But definitely should not do it if he does not want to stick to it. Anyway, it was horrible for my son. He waited so LONG for a 'big' then met the big then the big dumped him before he even officially became a big. He was removed from the program (the big); but my son was never paired with anyone. It was a crushing experience.

AOTB, I agree to a point. But sometimes kids, from good homes, make bad decisions and grow into people you don't even know or recognize. Sometimes those parents were active and involved, it happens. And the attitudes in general are much more prevalent now. I had parents who were not at ALL involved, and still me and my brother grew and learned and did not behave the way I see many behave. I experienced this personally with one child, and DH with one as well. No one knows why some grow up and start doing waht they do as teens, and we did more counseling than anyone can imagine unless they've lived it. I have clients who come from loving, caring and in tact homes too.

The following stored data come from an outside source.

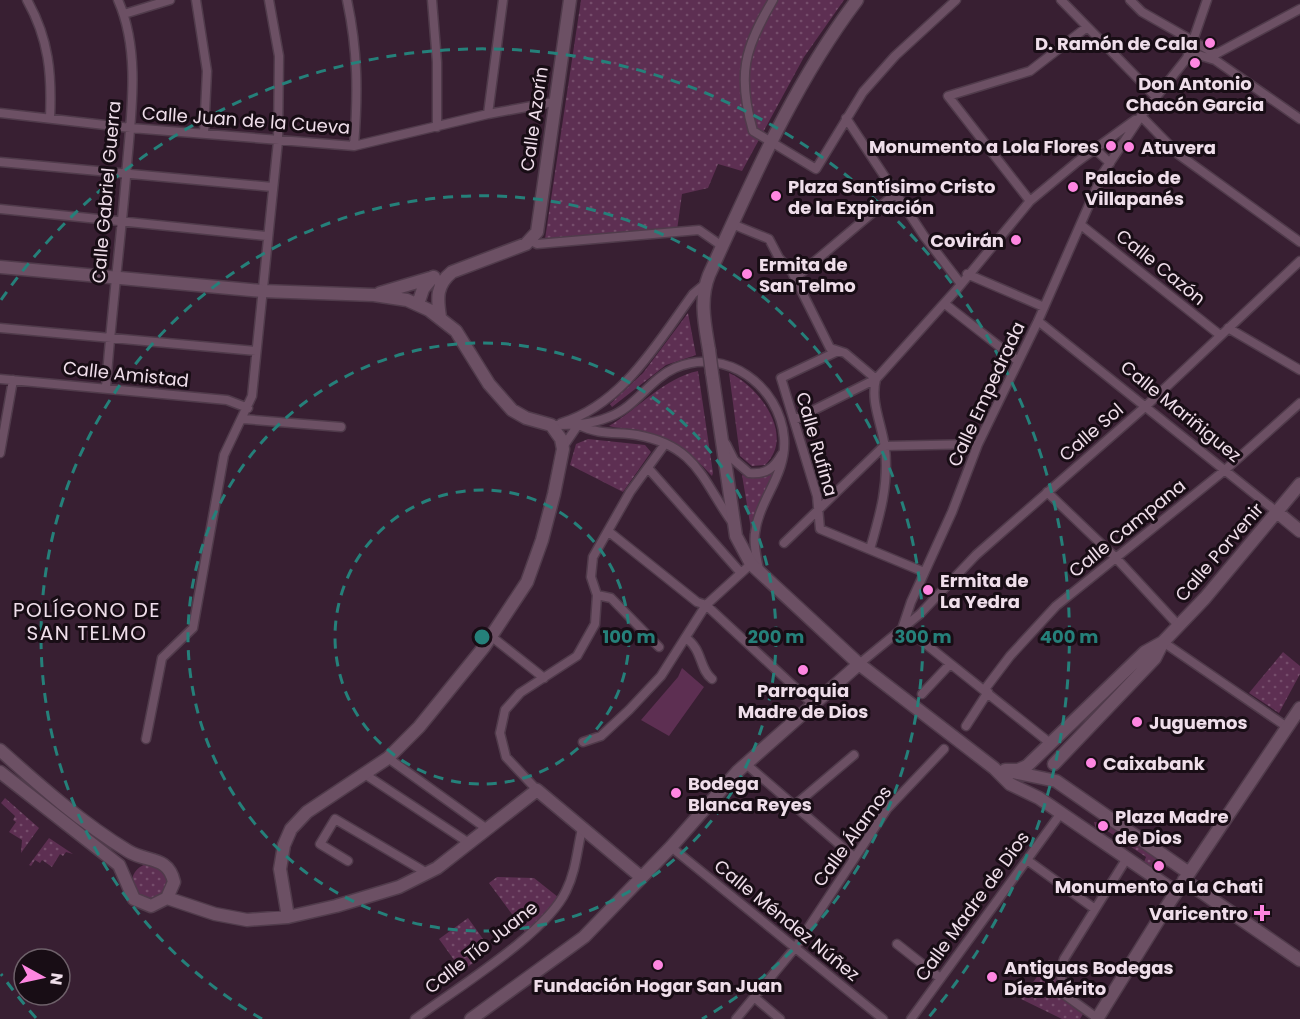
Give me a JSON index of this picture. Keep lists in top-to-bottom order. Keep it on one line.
{"streets":{"street":["Calle Azorín","Calle Juan de la Cueva","Calle Gabriel Guerra","Calle Cazón","Calle Amistad","Calle Empedrada","Calle Mariñiguez","Calle Sol","Calle Rufina","Calle Campana","Calle Porvenir","Calle Álamos","Calle Madre de Dios","Calle Méndez Núñez","Calle Tío Juane"]},"crossings":[["Calle Azorín","Calle Juan de la Cueva"],["Calle Juan de la Cueva","Calle Gabriel Guerra"],["Calle Gabriel Guerra","Calle Amistad"],["Calle Cazón","Calle Empedrada"],["Calle Cazón","Calle Sol"],["Calle Empedrada","Calle Mariñiguez"],["Calle Empedrada","Calle Sol"],["Calle Mariñiguez","Calle Sol"],["Calle Mariñiguez","Calle Campana"],["Calle Mariñiguez","Calle Porvenir"],["Calle Álamos","Calle Méndez Núñez"]],"districts":["POLÍGONO DE SAN TELMO"],"places":{"other":["D. Ramón de Cala","Don Antonio Chacón Garcia","Monumento a Lola Flores","Atuvera","Palacio de Villapanés","Plaza Santísimo Cristo de la Expiración","Covirán","Ermita de San Telmo","Ermita de La Yedra","Parroquia Madre de Dios","Juguemos","Caixabank","Bodega Blanca Reyes","Plaza Madre de Dios","Monumento a La Chati","Fundación Hogar San Juan","Antiguas Bodegas Díez Mérito"],"health":["Varicentro"]},"north":"right","rings":["100 m","200 m","300 m","400 m"]}
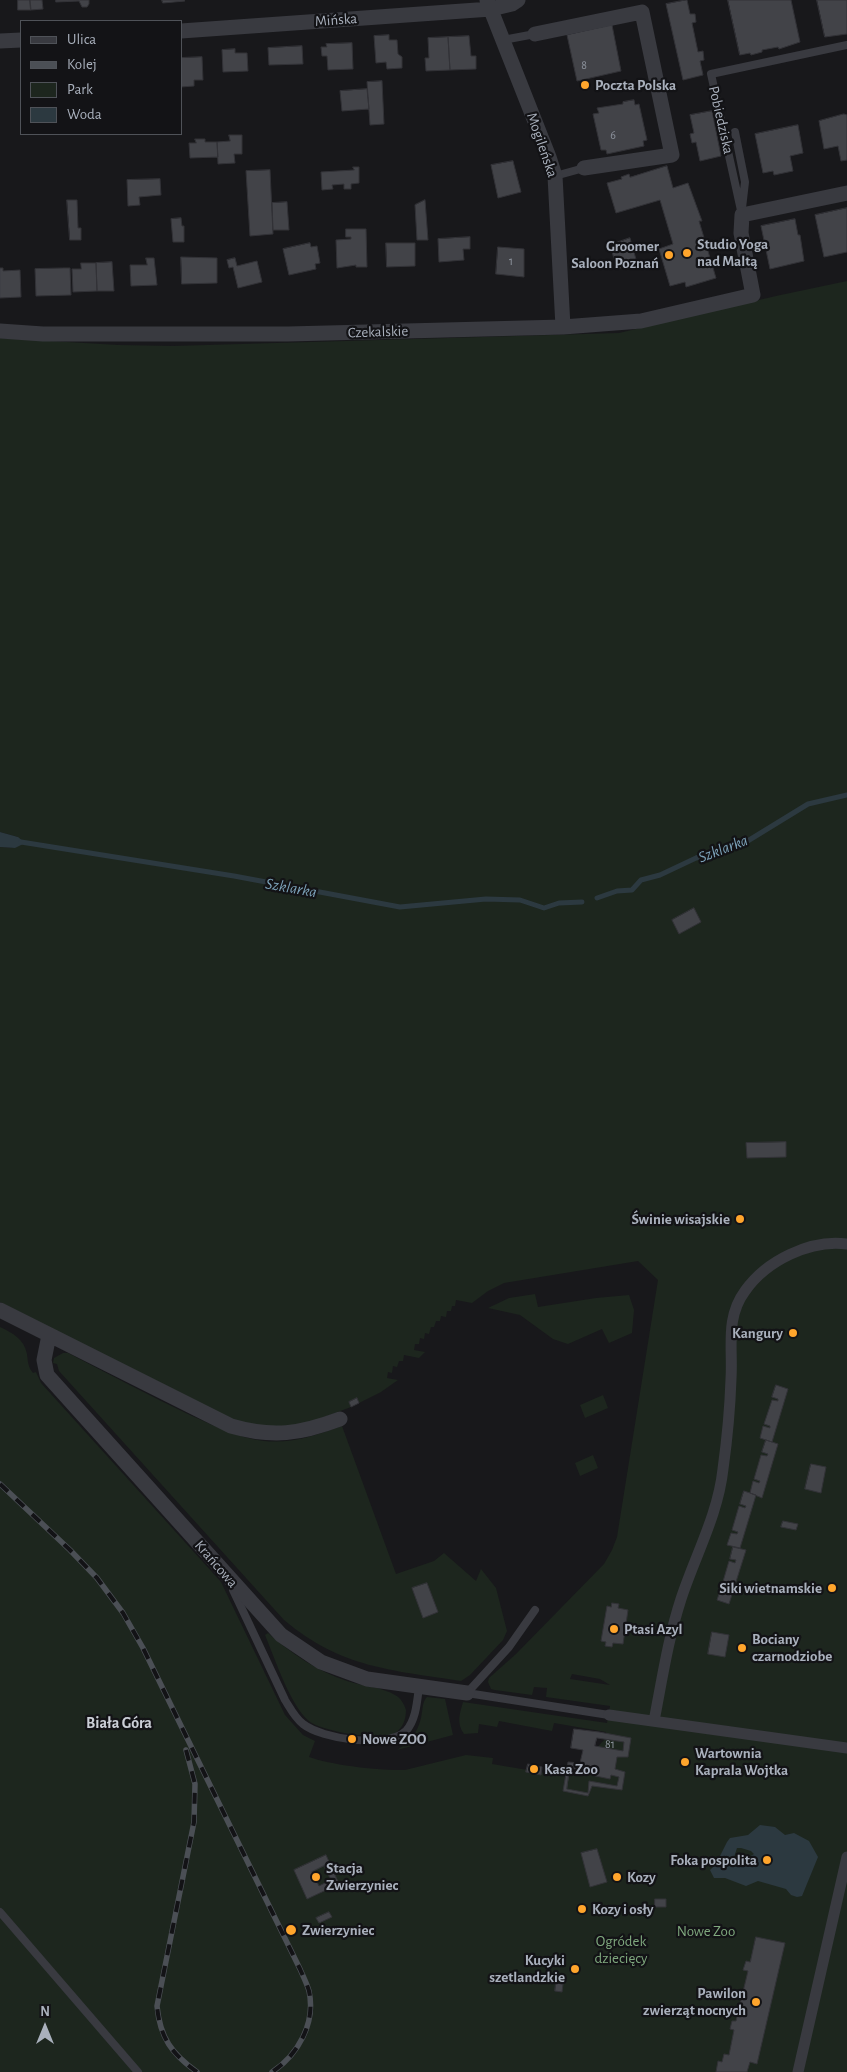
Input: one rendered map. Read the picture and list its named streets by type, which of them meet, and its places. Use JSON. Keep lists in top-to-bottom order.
{
  "streets": {
    "street": [
      "Mińska",
      "Pobiedziska",
      "Mogileńska",
      "Czekalskie",
      "Krańcowa"
    ]
  },
  "crossings": [
    ["Mińska", "Mogileńska"],
    ["Pobiedziska", "Czekalskie"],
    ["Mogileńska", "Czekalskie"]
  ],
  "districts": ["Biała Góra"],
  "water": ["Szklarka"],
  "parks": ["Nowe Zoo", "Ogródek dziecięcy"],
  "places": [
    "Poczta Polska",
    "Studio Yoga nad Maltą",
    "Groomer Saloon Poznań",
    "Świnie wisajskie",
    "Kangury",
    "Siki wietnamskie",
    "Ptasi Azyl",
    "Bociany czarnodziobe",
    "Nowe ZOO",
    "Wartownia Kaprala Wojtka",
    "Kasa Zoo",
    "Foka pospolita",
    "Stacja Zwierzyniec",
    "Kozy",
    "Kozy i osły",
    "Zwierzyniec",
    "Kucyki szetlandzkie",
    "Pawilon zwierząt nocnych"
  ],
  "house_numbers": [
    "8",
    "6",
    "1",
    "81"
  ],
  "legend": [
    "Ulica",
    "Kolej",
    "Park",
    "Woda"
  ],
  "north": "top"
}
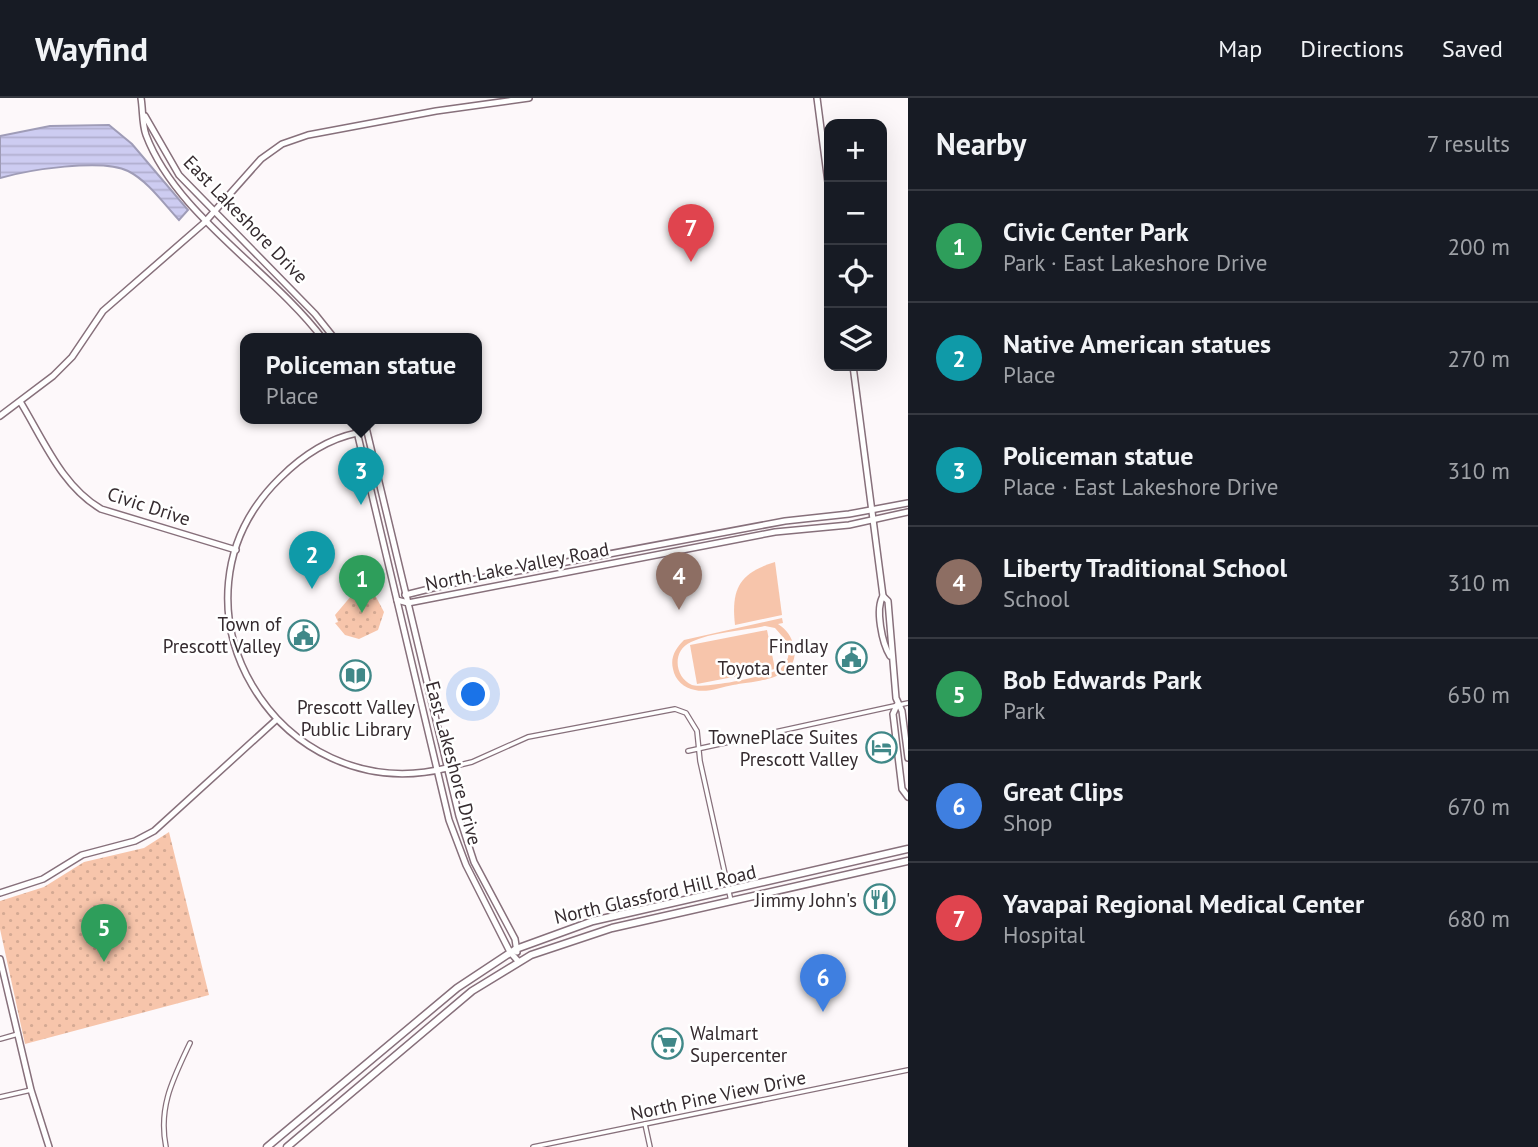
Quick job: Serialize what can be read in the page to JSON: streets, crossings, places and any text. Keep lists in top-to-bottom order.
{
  "streets": {
    "main road": ["North Glassford Hill Road"],
    "street": [
      "East Lakeshore Drive",
      "Civic Drive",
      "North Lake Valley Road",
      "North Pine View Drive"
    ]
  },
  "crossings": [
    ["East Lakeshore Drive", "North Lake Valley Road"],
    ["East Lakeshore Drive", "North Glassford Hill Road"]
  ],
  "places": {
    "public building": ["Town of Prescott Valley", "Findlay Toyota Center"],
    "library": ["Prescott Valley Public Library"],
    "hotel": ["TownePlace Suites Prescott Valley"],
    "restaurant": ["Jimmy John's"],
    "supermarket": ["Walmart Supercenter"]
  },
  "page": {
    "header": "Wayfind",
    "nav": ["Map", "Directions", "Saved"],
    "heading": ["Nearby", "7 results"],
    "map_buttons": ["+", "−"],
    "list": [
      {
        "mark": "1",
        "name": "Civic Center Park",
        "note": "Park · East Lakeshore Drive",
        "value": "200 m"
      },
      {
        "mark": "2",
        "name": "Native American statues",
        "note": "Place",
        "value": "270 m"
      },
      {
        "mark": "3",
        "name": "Policeman statue",
        "note": "Place · East Lakeshore Drive",
        "value": "310 m"
      },
      {
        "mark": "4",
        "name": "Liberty Traditional School",
        "note": "School",
        "value": "310 m"
      },
      {
        "mark": "5",
        "name": "Bob Edwards Park",
        "note": "Park",
        "value": "650 m"
      },
      {
        "mark": "6",
        "name": "Great Clips",
        "note": "Shop",
        "value": "670 m"
      },
      {
        "mark": "7",
        "name": "Yavapai Regional Medical Center",
        "note": "Hospital",
        "value": "680 m"
      }
    ],
    "pins": [
      "7",
      "3",
      "2",
      "4",
      "1",
      "5",
      "6"
    ],
    "popup": ["Policeman statue", "Place"]
  }
}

And yet, one child ends up in prison(which is when they may become a client of mine). It happens, and I don't blame the parents (with little kids yes, but only to a certain age/maturity level, then the choices are on the kid) unless I have enough information to do so reasonably. It simply is not the case that it is as easy as that. And regardless the family, there comes a time when the choices can't, and shouldn't be, attributed to poor parenting anyway. Things are different now, and kids can't be shielded from it all or remain unaffected by it all.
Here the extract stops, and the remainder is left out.